Yea I did the fan install way before I received the shelves. I wanted a little project and it was fun to do. Like you say I don't know if it's necessary but can't hurt anything



jphank said:


> Great Liga Privada pr0n! hoto:
> 
> You may find that KL in the drawers may be necessary. Have you tried moving your hygrometer around?


I have one KL container up top and one in the middle drawer. Just cant see them in the pics


----------



## xGaspy (Jan 6, 2013)

Absolutely great build, brother. I am going through all the same stuff right now and keep flip-flopping on the fact of whether I need a fan set up or not. Waiting on my shelves from Forrest as well, and hopefully yours are also the Bloodwood, because they look GREAT! I wanted to do Cocobolo originally but it isn't available at the moment. But I did want to reach out to get that list of parts you mentioned so I can just buy and plug and play type deal. Also, what is the tray you're using for your beads? I want to do the same thing, dealing with the bags and re-hydrating them is a pain. One final, how much humidity media are you using in the middle drawer? 

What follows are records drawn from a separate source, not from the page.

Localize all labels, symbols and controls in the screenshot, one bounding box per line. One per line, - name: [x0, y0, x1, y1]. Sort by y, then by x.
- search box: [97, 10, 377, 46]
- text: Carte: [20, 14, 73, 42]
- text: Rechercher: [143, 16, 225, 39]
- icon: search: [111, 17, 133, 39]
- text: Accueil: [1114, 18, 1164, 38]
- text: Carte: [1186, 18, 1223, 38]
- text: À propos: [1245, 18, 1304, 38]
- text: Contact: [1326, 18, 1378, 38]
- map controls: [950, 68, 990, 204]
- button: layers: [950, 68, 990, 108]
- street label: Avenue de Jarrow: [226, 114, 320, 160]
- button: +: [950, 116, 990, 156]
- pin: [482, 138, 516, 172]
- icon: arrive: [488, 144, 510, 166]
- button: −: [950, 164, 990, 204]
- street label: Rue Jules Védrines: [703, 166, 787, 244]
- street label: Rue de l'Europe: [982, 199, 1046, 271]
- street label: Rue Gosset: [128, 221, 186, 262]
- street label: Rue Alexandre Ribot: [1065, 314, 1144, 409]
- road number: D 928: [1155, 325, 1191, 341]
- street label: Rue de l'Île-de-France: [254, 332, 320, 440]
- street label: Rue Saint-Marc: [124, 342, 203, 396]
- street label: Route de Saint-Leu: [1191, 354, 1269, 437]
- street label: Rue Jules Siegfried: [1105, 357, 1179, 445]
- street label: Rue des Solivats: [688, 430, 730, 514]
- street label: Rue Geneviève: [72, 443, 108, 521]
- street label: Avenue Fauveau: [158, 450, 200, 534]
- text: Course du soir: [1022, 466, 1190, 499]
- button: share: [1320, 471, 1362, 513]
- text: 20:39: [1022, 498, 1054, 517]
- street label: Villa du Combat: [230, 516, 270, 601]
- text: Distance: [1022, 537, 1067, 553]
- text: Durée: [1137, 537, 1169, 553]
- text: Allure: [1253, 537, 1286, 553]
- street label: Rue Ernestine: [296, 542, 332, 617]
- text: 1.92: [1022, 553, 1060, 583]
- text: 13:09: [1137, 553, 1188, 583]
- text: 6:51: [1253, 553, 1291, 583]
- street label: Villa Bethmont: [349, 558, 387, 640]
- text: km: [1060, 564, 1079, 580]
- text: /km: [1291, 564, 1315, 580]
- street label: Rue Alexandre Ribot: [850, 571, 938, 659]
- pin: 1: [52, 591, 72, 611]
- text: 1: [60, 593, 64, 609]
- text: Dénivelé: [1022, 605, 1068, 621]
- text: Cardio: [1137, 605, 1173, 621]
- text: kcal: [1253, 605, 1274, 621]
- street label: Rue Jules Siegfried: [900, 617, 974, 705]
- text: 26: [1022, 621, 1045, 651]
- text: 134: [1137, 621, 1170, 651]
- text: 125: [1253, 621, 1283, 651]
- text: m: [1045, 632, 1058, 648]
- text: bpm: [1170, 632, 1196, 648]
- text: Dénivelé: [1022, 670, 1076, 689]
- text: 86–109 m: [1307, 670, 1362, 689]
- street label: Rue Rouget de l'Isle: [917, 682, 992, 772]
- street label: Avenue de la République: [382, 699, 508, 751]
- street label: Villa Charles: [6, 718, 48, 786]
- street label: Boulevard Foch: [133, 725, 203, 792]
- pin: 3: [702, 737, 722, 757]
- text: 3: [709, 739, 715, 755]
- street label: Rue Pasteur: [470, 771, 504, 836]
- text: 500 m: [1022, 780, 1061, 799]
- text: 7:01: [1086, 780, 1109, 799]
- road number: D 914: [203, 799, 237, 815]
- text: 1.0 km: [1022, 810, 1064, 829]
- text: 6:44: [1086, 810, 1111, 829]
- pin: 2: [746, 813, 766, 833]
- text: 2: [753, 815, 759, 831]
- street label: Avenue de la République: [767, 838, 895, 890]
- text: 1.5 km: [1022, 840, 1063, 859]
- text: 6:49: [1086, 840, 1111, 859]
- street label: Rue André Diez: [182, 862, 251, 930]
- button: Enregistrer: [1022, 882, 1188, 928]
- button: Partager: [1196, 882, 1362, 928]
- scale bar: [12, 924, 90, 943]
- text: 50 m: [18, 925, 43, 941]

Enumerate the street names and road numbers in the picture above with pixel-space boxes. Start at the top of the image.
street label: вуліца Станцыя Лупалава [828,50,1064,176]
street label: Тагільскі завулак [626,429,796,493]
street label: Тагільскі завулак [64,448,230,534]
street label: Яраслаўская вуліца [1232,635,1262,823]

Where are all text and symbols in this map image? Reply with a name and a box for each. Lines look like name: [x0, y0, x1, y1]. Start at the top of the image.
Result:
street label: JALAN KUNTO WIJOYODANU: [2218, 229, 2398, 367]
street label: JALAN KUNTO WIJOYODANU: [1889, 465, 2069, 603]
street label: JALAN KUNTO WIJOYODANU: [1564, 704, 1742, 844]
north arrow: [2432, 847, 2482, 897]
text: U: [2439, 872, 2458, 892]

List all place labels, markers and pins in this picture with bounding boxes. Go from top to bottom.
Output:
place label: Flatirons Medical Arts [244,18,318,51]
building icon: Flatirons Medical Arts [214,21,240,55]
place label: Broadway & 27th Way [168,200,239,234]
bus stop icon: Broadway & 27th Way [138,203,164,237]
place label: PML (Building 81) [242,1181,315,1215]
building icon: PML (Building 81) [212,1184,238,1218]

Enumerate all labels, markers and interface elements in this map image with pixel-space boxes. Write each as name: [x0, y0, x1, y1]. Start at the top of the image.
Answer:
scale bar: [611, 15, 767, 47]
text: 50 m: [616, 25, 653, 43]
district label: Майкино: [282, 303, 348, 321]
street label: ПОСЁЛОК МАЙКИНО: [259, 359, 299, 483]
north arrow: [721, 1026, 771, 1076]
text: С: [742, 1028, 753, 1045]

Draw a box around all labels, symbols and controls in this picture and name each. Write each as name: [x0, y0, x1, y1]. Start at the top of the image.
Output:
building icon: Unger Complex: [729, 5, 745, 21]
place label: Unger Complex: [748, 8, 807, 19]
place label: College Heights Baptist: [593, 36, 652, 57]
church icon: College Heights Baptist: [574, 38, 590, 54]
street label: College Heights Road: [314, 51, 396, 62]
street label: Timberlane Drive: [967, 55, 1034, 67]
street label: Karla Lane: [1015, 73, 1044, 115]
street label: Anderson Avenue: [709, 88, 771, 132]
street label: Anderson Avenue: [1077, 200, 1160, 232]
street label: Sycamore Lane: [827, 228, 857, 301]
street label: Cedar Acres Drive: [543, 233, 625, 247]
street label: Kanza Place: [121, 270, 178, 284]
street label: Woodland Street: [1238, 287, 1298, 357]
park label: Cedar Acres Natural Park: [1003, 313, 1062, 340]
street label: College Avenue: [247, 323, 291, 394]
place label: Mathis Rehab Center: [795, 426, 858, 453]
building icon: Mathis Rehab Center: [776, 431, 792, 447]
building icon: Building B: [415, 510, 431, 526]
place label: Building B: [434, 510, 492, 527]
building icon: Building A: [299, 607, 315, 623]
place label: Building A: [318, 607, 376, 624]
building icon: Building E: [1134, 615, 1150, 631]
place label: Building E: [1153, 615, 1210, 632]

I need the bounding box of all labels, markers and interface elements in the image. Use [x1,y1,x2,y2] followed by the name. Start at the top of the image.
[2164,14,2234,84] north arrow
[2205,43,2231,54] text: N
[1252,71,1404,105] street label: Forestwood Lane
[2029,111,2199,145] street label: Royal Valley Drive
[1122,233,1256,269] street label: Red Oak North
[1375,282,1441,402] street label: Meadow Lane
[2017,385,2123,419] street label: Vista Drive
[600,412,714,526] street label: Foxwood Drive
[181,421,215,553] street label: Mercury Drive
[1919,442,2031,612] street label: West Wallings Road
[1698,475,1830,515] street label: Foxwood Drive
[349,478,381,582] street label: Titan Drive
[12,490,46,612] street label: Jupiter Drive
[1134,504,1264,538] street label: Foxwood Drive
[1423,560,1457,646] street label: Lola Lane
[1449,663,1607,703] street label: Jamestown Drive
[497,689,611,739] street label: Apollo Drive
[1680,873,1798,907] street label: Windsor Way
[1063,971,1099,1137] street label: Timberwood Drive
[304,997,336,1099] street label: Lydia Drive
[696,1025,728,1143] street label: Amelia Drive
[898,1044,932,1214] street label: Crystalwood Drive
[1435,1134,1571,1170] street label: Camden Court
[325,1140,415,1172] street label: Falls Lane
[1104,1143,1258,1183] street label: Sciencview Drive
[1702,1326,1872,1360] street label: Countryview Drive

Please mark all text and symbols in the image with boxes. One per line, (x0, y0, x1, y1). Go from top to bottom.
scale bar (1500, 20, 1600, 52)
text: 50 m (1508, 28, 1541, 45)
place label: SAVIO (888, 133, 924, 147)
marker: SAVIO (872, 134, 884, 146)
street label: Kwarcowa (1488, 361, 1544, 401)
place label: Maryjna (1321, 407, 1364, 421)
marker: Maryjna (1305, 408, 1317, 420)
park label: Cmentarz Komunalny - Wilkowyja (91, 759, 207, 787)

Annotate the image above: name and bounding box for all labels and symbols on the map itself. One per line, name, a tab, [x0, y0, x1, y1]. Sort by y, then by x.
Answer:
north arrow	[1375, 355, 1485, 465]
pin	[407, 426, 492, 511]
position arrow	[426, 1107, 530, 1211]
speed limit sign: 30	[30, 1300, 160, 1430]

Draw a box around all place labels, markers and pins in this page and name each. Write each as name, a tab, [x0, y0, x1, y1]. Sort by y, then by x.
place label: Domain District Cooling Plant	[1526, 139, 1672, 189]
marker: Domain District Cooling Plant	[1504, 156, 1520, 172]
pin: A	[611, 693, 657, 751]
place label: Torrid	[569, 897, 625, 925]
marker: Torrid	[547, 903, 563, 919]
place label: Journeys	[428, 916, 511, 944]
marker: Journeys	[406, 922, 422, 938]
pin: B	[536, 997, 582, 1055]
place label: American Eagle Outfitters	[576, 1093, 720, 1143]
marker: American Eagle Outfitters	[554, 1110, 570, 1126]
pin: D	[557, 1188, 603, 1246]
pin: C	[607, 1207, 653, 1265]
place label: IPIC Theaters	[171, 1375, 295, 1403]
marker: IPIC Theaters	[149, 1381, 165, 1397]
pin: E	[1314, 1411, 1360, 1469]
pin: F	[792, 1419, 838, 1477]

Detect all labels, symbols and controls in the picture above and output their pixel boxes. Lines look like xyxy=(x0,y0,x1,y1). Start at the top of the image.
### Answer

Thanks so much in advance for your help man. Great build and awesome write up!

PS: Please send me all your Liga drawers  :smoke2:


----------



## sum12nv (Aug 22, 2011)

xGaspy said:


> Absolutely great build, brother. I am going through all the same stuff right now and keep flip-flopping on the fact of whether I need a fan set up or not. Waiting on my shelves from Forrest as well, and hopefully yours are also the Bloodwood, because they look GREAT! I wanted to do Cocobolo originally but it isn't available at the moment. But I did want to reach out to get that list of parts you mentioned so I can just buy and plug and play type deal. Also, what is the tray you're using for your beads? I want to do the same thing, dealing with the bags and re-hydrating them is a pain. One final, how much humidity media are you using in the middle drawer?
> 
> Thanks so much in advance for your help man. Great build and awesome write up!
> 
> PS: Please send me all your Liga drawers  :smoke2:


Hey Andrew, thanks for the kind words on the build. Sorry i'm so late getting back to you. Dont get over here to often anymore. I dont think you _need_ a fan setup but wouldnt hurt anything. The Bloodwood was my 2nd choice so I'm sure it will look great. I'm trying to remember where I purchased all the parts from. As for how much media I never really measured. I figure its always better to have to much than to little. If your RH is to low you can always add more distilled water to bring it up. It's been almost a year since I built it and dont have all the receipts anymore. I'll list what I can remember. Hope this helps!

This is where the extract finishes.